• Exercise
Up to and including the line with "M 252,0 L 306,0 L 299,17 Z", restate every line of the records below word for word, from the first line on, leaving out the pictures.

[Stored data]
________________________
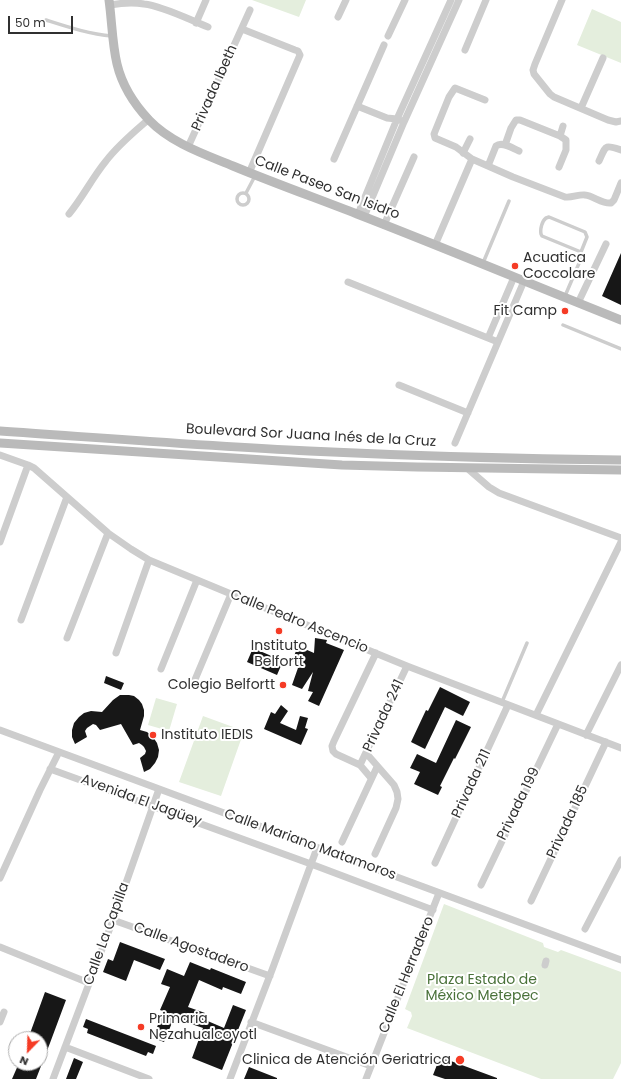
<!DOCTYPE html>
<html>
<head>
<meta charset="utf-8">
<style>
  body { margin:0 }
  #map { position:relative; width:621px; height:1079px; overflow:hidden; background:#fff; font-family:Poppins,sans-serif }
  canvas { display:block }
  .north { position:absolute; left:8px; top:1031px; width:40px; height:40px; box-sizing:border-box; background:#fff; border:1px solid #acacac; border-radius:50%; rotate:203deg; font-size:11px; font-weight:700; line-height:16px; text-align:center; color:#303030 }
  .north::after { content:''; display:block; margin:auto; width:14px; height:18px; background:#f53b25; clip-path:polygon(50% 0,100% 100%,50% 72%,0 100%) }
  .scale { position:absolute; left:8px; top:16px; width:65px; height:18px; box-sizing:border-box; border:2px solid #303030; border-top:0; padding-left:5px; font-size:12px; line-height:14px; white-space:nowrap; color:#303030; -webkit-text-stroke:3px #fff; paint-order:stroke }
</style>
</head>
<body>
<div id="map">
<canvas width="621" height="1079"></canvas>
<div class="north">N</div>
<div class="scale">50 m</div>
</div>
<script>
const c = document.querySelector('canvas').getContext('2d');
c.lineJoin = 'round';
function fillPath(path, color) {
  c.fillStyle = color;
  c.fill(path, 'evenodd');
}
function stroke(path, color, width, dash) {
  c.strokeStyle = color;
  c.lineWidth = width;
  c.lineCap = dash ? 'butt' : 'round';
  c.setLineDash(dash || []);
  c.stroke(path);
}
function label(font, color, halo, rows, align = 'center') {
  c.font = font + ' Poppins,sans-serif';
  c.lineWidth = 4;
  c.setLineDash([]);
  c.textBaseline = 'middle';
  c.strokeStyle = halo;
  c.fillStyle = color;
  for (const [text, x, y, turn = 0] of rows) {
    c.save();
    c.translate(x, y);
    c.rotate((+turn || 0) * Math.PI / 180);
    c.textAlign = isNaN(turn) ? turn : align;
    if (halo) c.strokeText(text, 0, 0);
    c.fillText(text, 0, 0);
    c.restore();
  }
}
fillPath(new Path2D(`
  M 252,0 L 306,0 L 299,17 Z
  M 592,9 L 621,22 L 621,63 L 577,45 Z
  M 156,698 L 177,704 L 169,731 L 148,725 Z
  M 203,716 L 244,731 L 221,796 L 179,782 Z
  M 444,904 L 543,943 L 544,947 L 558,952 L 561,950 L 621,972 L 621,1063 L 613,1079 L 541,1079 L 407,1028 L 412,1016 L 411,1012 L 405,1009 Z`), '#e4eedd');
fillPath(new Path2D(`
  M 621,253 L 621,305 L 602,296 Z
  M 315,638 L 327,640 L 326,643 L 344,650 L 319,706 L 308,701 L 313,692 L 308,691 L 313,672 L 302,689 L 292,685 L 299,665 L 292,661 L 298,646 L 314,653 Z
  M 253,648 L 283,661 L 277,675 L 247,662 Z
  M 106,676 L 124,683 L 121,690 L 104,683 Z
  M 440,687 L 470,702 L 463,716 L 445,707 L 425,749 L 411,742 L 426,710 L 428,711 Z
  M 120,695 L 129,695 L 134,696 L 139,700 L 142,704 L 144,710 L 144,716 L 140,730 L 147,732 L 153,737 L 157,743 L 159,750 L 158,757 L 155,763 L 150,769 L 144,772 L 140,758 L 145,754 L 146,751 L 144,747 L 142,745 L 139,743 L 133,745 L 121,724 L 100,730 L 96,725 L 93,724 L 87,728 L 85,731 L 87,737 L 75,744 L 72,737 L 72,730 L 74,723 L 79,717 L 84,713 L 91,711 L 102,712 L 113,700 Z
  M 281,705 L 288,711 L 280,723 L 296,730 L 300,716 L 308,718 L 305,728 L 308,729 L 301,745 L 264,729 L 271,712 L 275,714 Z
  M 456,720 L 471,727 L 455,759 L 454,758 L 440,786 L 442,787 L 438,795 L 414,784 L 420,772 L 410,768 L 417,754 L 436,763 Z
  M 120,942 L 165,959 L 160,970 L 134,960 L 126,981 L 103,972 L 108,959 L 113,961 Z
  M 190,962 L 210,970 L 211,968 L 246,982 L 241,994 L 223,987 L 222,990 L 199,980 L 188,1007 L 205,1013 L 203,1019 L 224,1028 L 233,1005 L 246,1010 L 222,1070 L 192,1058 L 203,1028 L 174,1018 L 164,1042 L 153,1038 L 163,1011 L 160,1010 L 170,987 L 161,984 L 167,969 L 184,976 Z
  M 45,992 L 66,1000 L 50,1043 L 36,1079 L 12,1079 L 19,1063 L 40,1063 L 40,1039 L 28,1039 Z
  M 86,1019 L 156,1046 L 153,1054 L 148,1052 L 146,1056 L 87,1033 L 88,1029 L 83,1027 Z
  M 440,1057 L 497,1078 L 497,1079 L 445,1079 L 433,1075 Z
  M 74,1058 L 83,1062 L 76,1079 L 66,1079 Z
  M 249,1067 L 277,1078 L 277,1079 L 244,1079 Z`), '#171717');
stroke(new Path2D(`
  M 46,20 C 68,27 89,34 112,36
  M237 199a6 6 0 1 1 12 0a6 6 0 1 1-12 0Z
  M 246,193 L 255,176
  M 549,217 L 585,232 L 587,237 L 581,252 L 542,236 L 541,234 C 540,229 542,221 546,218 Z
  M 483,263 L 509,201
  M 565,296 L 580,261 L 581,252
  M 563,325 L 621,349
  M 502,702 L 527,643`), '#cdcdcd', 3.5);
stroke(new Path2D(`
  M 562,0 L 535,64 L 533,70 L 534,74 L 550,94 L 554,97 L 608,120 L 616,122 L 621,121
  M 110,5 C 121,3 133,2 144,4 C 163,6 190,20 208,27
  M 338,17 L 346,0
  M 196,23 L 206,0
  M 242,29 L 295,50 L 298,51 L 300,55 L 249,173
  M 388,36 L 405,0
  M 465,50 L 486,0
  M 485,100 L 455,88 L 449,97 L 434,134 L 435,138 L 456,147 L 472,159 L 513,177 L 565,197 C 572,198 579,194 585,195 C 594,196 602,204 611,203 L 614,200 L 621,183
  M 357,106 L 387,118 L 397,119 L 402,121
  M 581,108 L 603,58
  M 560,136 L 563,126
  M 505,145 L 511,128 L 516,120 L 520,120 L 560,136 L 566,140 L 566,150 L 559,167
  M 188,147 L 250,10
  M 463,153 L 470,139
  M 334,159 L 384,45
  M 599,161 C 606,146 604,144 621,150
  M 488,166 L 496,146 C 502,141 512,148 519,151
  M 69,214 C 83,197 92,178 106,161 C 118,145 134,132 149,119
  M 358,214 L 397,119 L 451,0
  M 364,217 L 404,122 L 459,0
  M 384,225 L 414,157
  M 435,245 L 472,159
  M 348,282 L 498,342
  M 578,303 L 606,244
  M 488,338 L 514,277
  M 399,385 L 468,413
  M 455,443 L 524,281
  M 0,455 L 28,465 L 34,468 L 108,533 L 131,549 L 149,560 L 231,594 L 407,666 L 621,748
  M 467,468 L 489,487 L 499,493 L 621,538
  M 0,542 L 28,465
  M 21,620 L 67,497
  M 67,638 L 108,533
  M 116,653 L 149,560
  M 161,669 L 197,580
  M 194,682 L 231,594
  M 536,715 L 621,542
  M 0,730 L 621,960
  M 586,735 L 621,665
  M 366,753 L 394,785 L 397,792 L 398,799 L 396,808 L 375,854
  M 360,765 L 407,666
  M 50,769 L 311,864 L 433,910
  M 371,778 L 360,765 L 336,754 L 333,751 L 332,746 L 334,741 L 376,653
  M 342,842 L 377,767
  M 435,863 L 508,705
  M 0,878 L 40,790 L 59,752
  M 481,885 L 558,724
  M 531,901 L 606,742
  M 113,920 L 270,976
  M 585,929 L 621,860
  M 0,947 L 89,983
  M 545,965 L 546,961
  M 0,1022 L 4,1012
  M 251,1022 L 371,1066
  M 65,1047 L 149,1079
  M 53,1079 L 113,920 L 159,789
  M 230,1079 L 272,970 L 317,848
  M 366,1079 L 439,893`), '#cdcdcd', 7);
stroke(new Path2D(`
  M 109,0 C 112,21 112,43 117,64 C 122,85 134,104 149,120 C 171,143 204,154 233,166 C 274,183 316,198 357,214 C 445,248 533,285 621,320
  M 0,431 C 103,438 206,446 309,451 C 413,456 517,459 621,460
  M 0,443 L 342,465 L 417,467 L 621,470`), '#bababa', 9);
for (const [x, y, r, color] of [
  [515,266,4,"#f53b25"],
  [565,311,4,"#f53b25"],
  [279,631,4,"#f53b25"],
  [283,685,4,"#f53b25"],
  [153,735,4,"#f53b25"],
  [141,1027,4,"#f53b25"],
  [460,1060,5,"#f53b25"]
]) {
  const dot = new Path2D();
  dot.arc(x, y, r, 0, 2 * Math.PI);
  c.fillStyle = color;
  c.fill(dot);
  stroke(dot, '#fff', 1.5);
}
label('14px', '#303030', '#fff', [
  ["Privada Ibeth",215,88,-66],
  ["Calle Paseo San Isidro",327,188,21],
  ["Boulevard Sor Juana Inés de la Cruz",311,436,3],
  ["Calle Pedro Ascencio",299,622,22],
  ["Privada 241",384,716,-65],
  ["Privada 211",472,784,-65],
  ["Avenida El Jagüey",141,801,20],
  ["Privada 199",519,804,-64],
  ["Privada 185",568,822,-65],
  ["Calle Mariano Matamoros",310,845,20],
  ["Calle La Capilla",107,934,-70],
  ["Calle Agostadero",191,948,20],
  ["Calle El Herradero",407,975,-68]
]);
label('14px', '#303030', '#fff', [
  ["Acuatica",523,258],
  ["Coccolare",523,274],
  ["Fit Camp",557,311,"right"],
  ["Instituto",279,646,"center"],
  ["Belfortt",279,662,"center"],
  ["Colegio Belfortt",275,685,"right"],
  ["Instituto IEDIS",161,735],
  ["Primaria",149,1019],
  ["Nezahualcoyotl",149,1035],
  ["Clinica de Atención Geriatrica",451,1060,"right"]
], 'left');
label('14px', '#497139', '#fff', [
  ["Plaza Estado de",482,980],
  ["México Metepec",482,996]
]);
</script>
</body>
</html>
________________________
• Your solution
<!DOCTYPE html>
<html>
<head>
<meta charset="utf-8">
<style>
  body { margin:0 }
  #map { position:relative; width:621px; height:1079px; overflow:hidden; background:#fff; font-family:Poppins,sans-serif }
  canvas { display:block }
  .north { position:absolute; left:8px; top:1031px; width:40px; height:40px; box-sizing:border-box; background:#fff; border:1px solid #acacac; border-radius:50%; rotate:203deg; font-size:11px; font-weight:700; line-height:16px; text-align:center; color:#303030 }
  .north::after { content:''; display:block; margin:auto; width:14px; height:18px; background:#f53b25; clip-path:polygon(50% 0,100% 100%,50% 72%,0 100%) }
  .scale { position:absolute; left:8px; top:16px; width:65px; height:18px; box-sizing:border-box; border:2px solid #303030; border-top:0; padding-left:5px; font-size:12px; line-height:14px; white-space:nowrap; color:#303030; -webkit-text-stroke:3px #fff; paint-order:stroke }
</style>
</head>
<body>
<div id="map">
<canvas width="621" height="1079"></canvas>
<div class="north">N</div>
<div class="scale">50 m</div>
</div>
<script>
const c = document.querySelector('canvas').getContext('2d');
c.lineJoin = 'round';
function fillPath(path, color) {
  c.fillStyle = color;
  c.fill(path, 'evenodd');
}
function stroke(path, color, width, dash) {
  c.strokeStyle = color;
  c.lineWidth = width;
  c.lineCap = dash ? 'butt' : 'round';
  c.setLineDash(dash || []);
  c.stroke(path);
}
function label(font, color, halo, rows, align = 'center') {
  c.font = font + ' Poppins,sans-serif';
  c.lineWidth = 4;
  c.setLineDash([]);
  c.textBaseline = 'middle';
  c.strokeStyle = halo;
  c.fillStyle = color;
  for (const [text, x, y, turn = 0] of rows) {
    c.save();
    c.translate(x, y);
    c.rotate((+turn || 0) * Math.PI / 180);
    c.textAlign = isNaN(turn) ? turn : align;
    if (halo) c.strokeText(text, 0, 0);
    c.fillText(text, 0, 0);
    c.restore();
  }
}
fillPath(new Path2D(`
  M 252,0 L 306,0 L 299,17 Z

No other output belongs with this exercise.